Describe the moment when you first thought you were viable.
It was having the first customers that weren’t friends or family member, that were using the product in ways that we didn’t expect and finding value. That was the lightswitch.
If you weren’t doing this, what would you be doing?
I would want to solve a compelling problem and I would definitely be starting or building another company. I like the Internet of Things space, I see a lot of potential there.
What do you need these days?
We’re like many startups with all the typical needs—capital, talent and customers. Access to capital is the biggest gap we have in the community. Also, the center of the social media tech world is in the Bay Area. We know that we need to have a presence there to network and interact with investors, customers and technology partners, so anything we can do to build and maintain that presence is pretty important as well.

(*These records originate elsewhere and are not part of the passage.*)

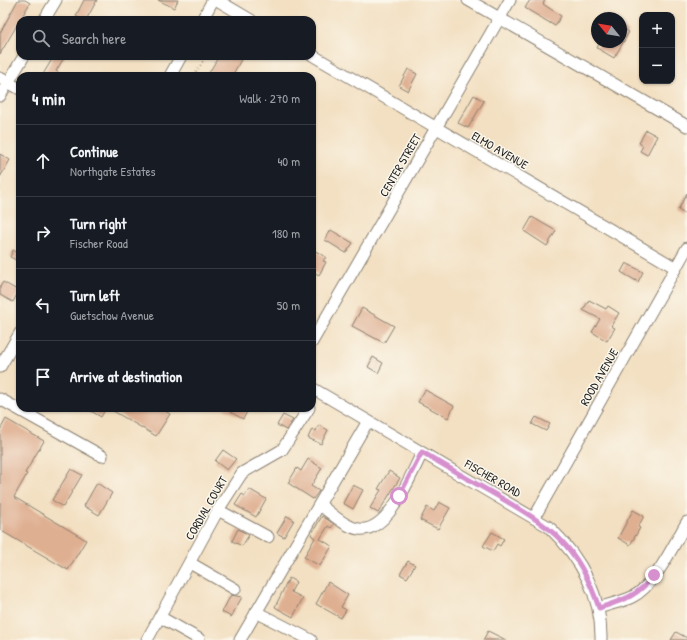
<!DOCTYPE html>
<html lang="en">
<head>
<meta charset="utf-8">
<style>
	:root { --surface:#171b24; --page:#20242c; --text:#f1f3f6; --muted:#9ea1a6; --line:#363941 }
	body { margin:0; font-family:"Patrick Hand",sans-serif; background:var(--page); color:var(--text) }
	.controls { position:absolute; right:12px; top:12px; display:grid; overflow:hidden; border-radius:8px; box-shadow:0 1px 3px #0004 }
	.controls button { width:36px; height:36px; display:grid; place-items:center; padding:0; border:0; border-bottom:1px solid var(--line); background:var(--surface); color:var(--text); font:20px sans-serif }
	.compass { position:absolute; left:591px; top:12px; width:36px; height:36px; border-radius:50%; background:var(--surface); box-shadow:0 1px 3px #0004; rotate:300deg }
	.stop { position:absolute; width:12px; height:12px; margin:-9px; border:3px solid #d690ce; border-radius:50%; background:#fff }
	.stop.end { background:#d690ce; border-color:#fff; box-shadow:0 1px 4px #0008 }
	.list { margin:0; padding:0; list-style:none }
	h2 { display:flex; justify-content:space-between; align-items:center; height:52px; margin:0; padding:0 16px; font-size:17px }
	h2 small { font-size:13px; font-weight:400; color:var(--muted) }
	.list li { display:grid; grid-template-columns:26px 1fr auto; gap:12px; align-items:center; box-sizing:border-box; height:72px; padding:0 16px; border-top:1px solid var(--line) }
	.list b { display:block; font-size:15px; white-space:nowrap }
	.list p { margin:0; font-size:13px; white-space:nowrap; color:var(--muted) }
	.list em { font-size:13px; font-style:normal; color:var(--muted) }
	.icon { flex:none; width:22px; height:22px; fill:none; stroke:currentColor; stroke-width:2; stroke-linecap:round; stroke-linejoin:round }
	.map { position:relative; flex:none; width:687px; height:640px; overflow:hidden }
	.search { position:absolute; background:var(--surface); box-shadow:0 1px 3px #0004; left:16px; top:16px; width:300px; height:44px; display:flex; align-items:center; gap:10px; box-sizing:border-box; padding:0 14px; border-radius:12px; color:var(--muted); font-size:15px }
	.panel { position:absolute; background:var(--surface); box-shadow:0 1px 3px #0004; left:16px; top:72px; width:300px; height:340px; border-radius:12px }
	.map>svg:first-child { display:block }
	.building { fill:#dfaf91 }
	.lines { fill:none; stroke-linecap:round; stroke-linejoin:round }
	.minor-casing { stroke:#887e6f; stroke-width:13 }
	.path { stroke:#887e6f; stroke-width:1.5; stroke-dasharray:1 3; stroke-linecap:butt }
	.minor { stroke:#fff; stroke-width:11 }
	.route { stroke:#d690ce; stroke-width:5 }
	.labels { text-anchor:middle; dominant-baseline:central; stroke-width:3; stroke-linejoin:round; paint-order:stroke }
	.street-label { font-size:12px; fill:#1c1c1c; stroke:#fbf7ec }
</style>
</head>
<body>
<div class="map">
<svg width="687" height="640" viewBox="0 0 687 640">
	<rect width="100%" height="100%" fill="#fbf7ec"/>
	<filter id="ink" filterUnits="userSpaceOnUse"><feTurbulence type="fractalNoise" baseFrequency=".025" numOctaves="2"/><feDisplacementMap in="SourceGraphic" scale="8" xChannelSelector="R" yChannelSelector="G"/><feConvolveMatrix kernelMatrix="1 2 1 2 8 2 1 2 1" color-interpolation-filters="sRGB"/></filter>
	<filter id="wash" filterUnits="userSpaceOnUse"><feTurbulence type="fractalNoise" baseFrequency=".012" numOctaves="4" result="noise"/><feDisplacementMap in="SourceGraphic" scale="16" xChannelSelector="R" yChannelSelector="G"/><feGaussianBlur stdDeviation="0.9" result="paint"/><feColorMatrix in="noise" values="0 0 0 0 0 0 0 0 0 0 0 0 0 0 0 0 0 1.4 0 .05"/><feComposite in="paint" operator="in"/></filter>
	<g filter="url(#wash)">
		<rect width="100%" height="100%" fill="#f3e0c2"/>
		<g id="blocks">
			<g class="building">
				<path d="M 18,0 L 25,0 L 30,3 L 0,54 L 0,33 Z"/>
				<path d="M 84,0 L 97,0 L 86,20 L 82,20 L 76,16 Z"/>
				<path d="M 158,0 L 178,0 L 174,8 Z"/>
				<path d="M 530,0 L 545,0 L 543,4 L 561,16 L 555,26 L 525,8 Z"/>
				<path d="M 621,27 L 629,32 L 614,58 L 597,48 L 600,42 L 621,42 Z"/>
				<path d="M 54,56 L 65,56 L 56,71 L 64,76 L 42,76 Z"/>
				<path d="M 219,56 L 243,56 L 232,76 L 207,76 Z"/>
				<path d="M 408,69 L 417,74 L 408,91 L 399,86 Z"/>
				<path d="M 474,95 L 484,101 L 468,128 L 458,123 Z"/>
				<path d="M 646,130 L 657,136 L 647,155 L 640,151 L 643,146 L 639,143 Z"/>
				<path d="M 0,154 L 10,160 L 0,177 Z"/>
				<path d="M 687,193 L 687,215 L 678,210 Z"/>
				<path d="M 532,217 L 556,231 L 547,246 L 524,231 Z"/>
				<path d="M 331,230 L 353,243 L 346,253 L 325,240 Z"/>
				<path d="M 312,249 L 326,257 L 323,261 L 326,262 L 319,275 L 312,271 Z"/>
				<path d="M 13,250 L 20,254 L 20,262 L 10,257 Z"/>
				<path d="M 626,263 L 643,272 L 638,282 L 621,272 Z"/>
				<path d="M 3,282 L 19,291 L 13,302 L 0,295 L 0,287 Z"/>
				<path d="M 589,300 L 606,309 L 608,306 L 619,313 L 611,326 L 615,328 L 607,341 L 592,332 L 600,319 L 583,310 Z"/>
				<path d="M 362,308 L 394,326 L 384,343 L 352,326 Z"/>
				<path d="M 373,357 L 383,363 L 378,373 L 368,367 Z"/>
				<path d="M 425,390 L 454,406 L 448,418 L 418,402 Z"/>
				<path d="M 86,408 L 106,408 L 101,417 Z"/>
				<path d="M 108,408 L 160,408 L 170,414 L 156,436 Z"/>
				<path d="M 223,408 L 244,408 L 248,410 L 243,419 Z"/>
				<path d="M 283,415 L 293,420 L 286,430 L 277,425 Z"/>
				<path d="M 536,417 L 550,424 L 546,431 L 532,424 Z"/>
				<path d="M 6,419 L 44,441 L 25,473 L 27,474 L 14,497 L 86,540 L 68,570 L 0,530 L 0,430 Z"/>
				<path d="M 319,425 L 328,430 L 321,444 L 308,438 L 312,429 L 316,431 Z"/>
				<path d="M 223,450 L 236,459 L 227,470 L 215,461 Z"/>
				<path d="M 308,459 L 322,468 L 311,486 L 319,491 L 313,499 L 288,483 L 297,468 L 301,471 Z"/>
				<path d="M 71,469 L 82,475 L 63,507 L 52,500 Z"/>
				<path d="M 389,471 L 400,478 L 378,513 L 370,508 L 381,490 L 378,489 Z"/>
				<path d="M 97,483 L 112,493 L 99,515 L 84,506 Z"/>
				<path d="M 353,485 L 363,490 L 353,509 L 343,503 Z"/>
				<path d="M 249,489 L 266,499 L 256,517 L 235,505 L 242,494 L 245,496 Z"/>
				<path d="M 439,502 L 450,508 L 438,529 L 420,520 L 427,507 L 434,511 Z"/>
				<path d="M 633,510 L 644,516 L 638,527 L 640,528 L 630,545 L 618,538 Z"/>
				<path d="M 287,516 L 294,520 L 284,537 L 277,533 Z"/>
				<path d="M 322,516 L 334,524 L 331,528 L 328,526 L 320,539 L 332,546 L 320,566 L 304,557 L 315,538 L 311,535 Z"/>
				<path d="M 238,529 L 249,535 L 242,546 L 232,541 Z"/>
				<path d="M 492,532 L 504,539 L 500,546 L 497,544 L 493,551 L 483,546 Z"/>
				<path d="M 408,561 L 415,565 L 407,578 L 400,574 Z"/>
				<path d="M 289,578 L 296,582 L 291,592 L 303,598 L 293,617 L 275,607 Z"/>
				<path d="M 328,582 L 348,595 L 341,607 L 346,610 L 341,618 L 316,604 Z"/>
				<path d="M 231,595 L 242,597 L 231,617 L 222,612 Z"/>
				<path d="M 488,631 L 506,640 L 483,640 Z"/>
				<path d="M 676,632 L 687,638 L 687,640 L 671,640 Z"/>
			</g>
		</g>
	</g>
	<g filter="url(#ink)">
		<use href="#blocks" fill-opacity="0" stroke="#887e6f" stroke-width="1"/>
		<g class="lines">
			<g class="minor-casing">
				<g id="minor">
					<path d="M 217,0 L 251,20"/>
					<path d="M 468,0 L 687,126"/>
					<path d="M 44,20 L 56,0"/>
					<path d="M 202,20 L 213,0"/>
					<path d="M 312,55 L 676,268"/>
					<path d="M 170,76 L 181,56"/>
					<path d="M 0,78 L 20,89"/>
					<path d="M 0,96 L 24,56"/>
					<path d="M 312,342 L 510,0"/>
					<path d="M 0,367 L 20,333"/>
					<path d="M 312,388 L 549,527 C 581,558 602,594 601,640"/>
					<path d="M 0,399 L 102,456"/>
					<path d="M 320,505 C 331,513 345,527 359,529 C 389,533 411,474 422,453"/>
					<path d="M 218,510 L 268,537"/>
					<path d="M 534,518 L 687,248"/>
					<path d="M 190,563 L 235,589"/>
					<path d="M 599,608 C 610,604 621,602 632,597 C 655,586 674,544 687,522"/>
					<path d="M 256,612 L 311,640"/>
					<path d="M 160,617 L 199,639"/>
					<path d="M 147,640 L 218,510 L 242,473 L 282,450 L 309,408"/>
					<path d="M 240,640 L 368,421"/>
				</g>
			</g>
			<path class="path" d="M 194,76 L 206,56"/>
			<use href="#minor" class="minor"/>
		</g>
	</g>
	<g class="lines" filter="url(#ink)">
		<path class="route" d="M 399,496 L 422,452 C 447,467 471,481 496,495 C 551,527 578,544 599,608 C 624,600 638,596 654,575"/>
	</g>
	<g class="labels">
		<g class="street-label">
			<text transform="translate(500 150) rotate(30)">ELMO AVENUE</text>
			<text transform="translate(400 165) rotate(-60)">CENTER STREET</text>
			<text transform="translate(599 377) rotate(-60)">ROOD AVENUE</text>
			<text transform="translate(493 478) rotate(30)">FISCHER ROAD</text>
			<text transform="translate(206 508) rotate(-60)">CORDIAL COURT</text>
		</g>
	</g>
</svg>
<div class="controls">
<button>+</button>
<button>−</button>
</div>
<svg class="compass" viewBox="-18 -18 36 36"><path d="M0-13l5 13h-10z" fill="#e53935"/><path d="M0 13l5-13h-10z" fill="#9ea1a6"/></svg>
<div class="stop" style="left:399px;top:496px"></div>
<div class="stop end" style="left:654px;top:575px"></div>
<div class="search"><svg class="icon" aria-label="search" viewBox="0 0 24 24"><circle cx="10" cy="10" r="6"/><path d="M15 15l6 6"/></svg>Search here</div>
<section class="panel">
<h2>4 min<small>Walk · 270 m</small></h2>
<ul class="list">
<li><svg class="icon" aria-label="ahead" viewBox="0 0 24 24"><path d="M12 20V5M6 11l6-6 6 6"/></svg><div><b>Continue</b><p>Northgate Estates</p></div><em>40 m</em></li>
<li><svg class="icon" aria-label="right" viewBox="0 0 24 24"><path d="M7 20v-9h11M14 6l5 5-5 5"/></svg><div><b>Turn right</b><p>Fischer Road</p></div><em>180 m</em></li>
<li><svg class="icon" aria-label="left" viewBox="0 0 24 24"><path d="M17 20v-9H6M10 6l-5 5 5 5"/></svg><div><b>Turn left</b><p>Guetschow Avenue</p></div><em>50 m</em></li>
<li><svg class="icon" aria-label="arrive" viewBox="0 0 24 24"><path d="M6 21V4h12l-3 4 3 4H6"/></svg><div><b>Arrive at destination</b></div></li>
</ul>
</section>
</div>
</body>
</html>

What’s your vision? Does it go beyond Pushup?
Right now it’s all about Pushup. We’re humanizing brands. Brands are being fragmented by all the social media channels, we want to keep conversation and activity on a brand’s website instead of sending it away to Instagram, Facebook, Twitter, etc.
Who’s another founder that you admire?
Jim McKelvey—I admire his extreme ability to focus, to declutter the path and simplify the goals. When we were building LaunchCode early on, he made it so the whole team could rally around the same singular focus. That and his ability to really inspire the best people around and keep them engaged.
Where do you office and why?
We’re at CIC@4240. Density for a startup is important—being around other people and companies that have done it. It’s essential. With the sheer volume and diversity of people we see here—people, corporations, startups—it makes connection part of daily life. We keep that energy and serendipity here.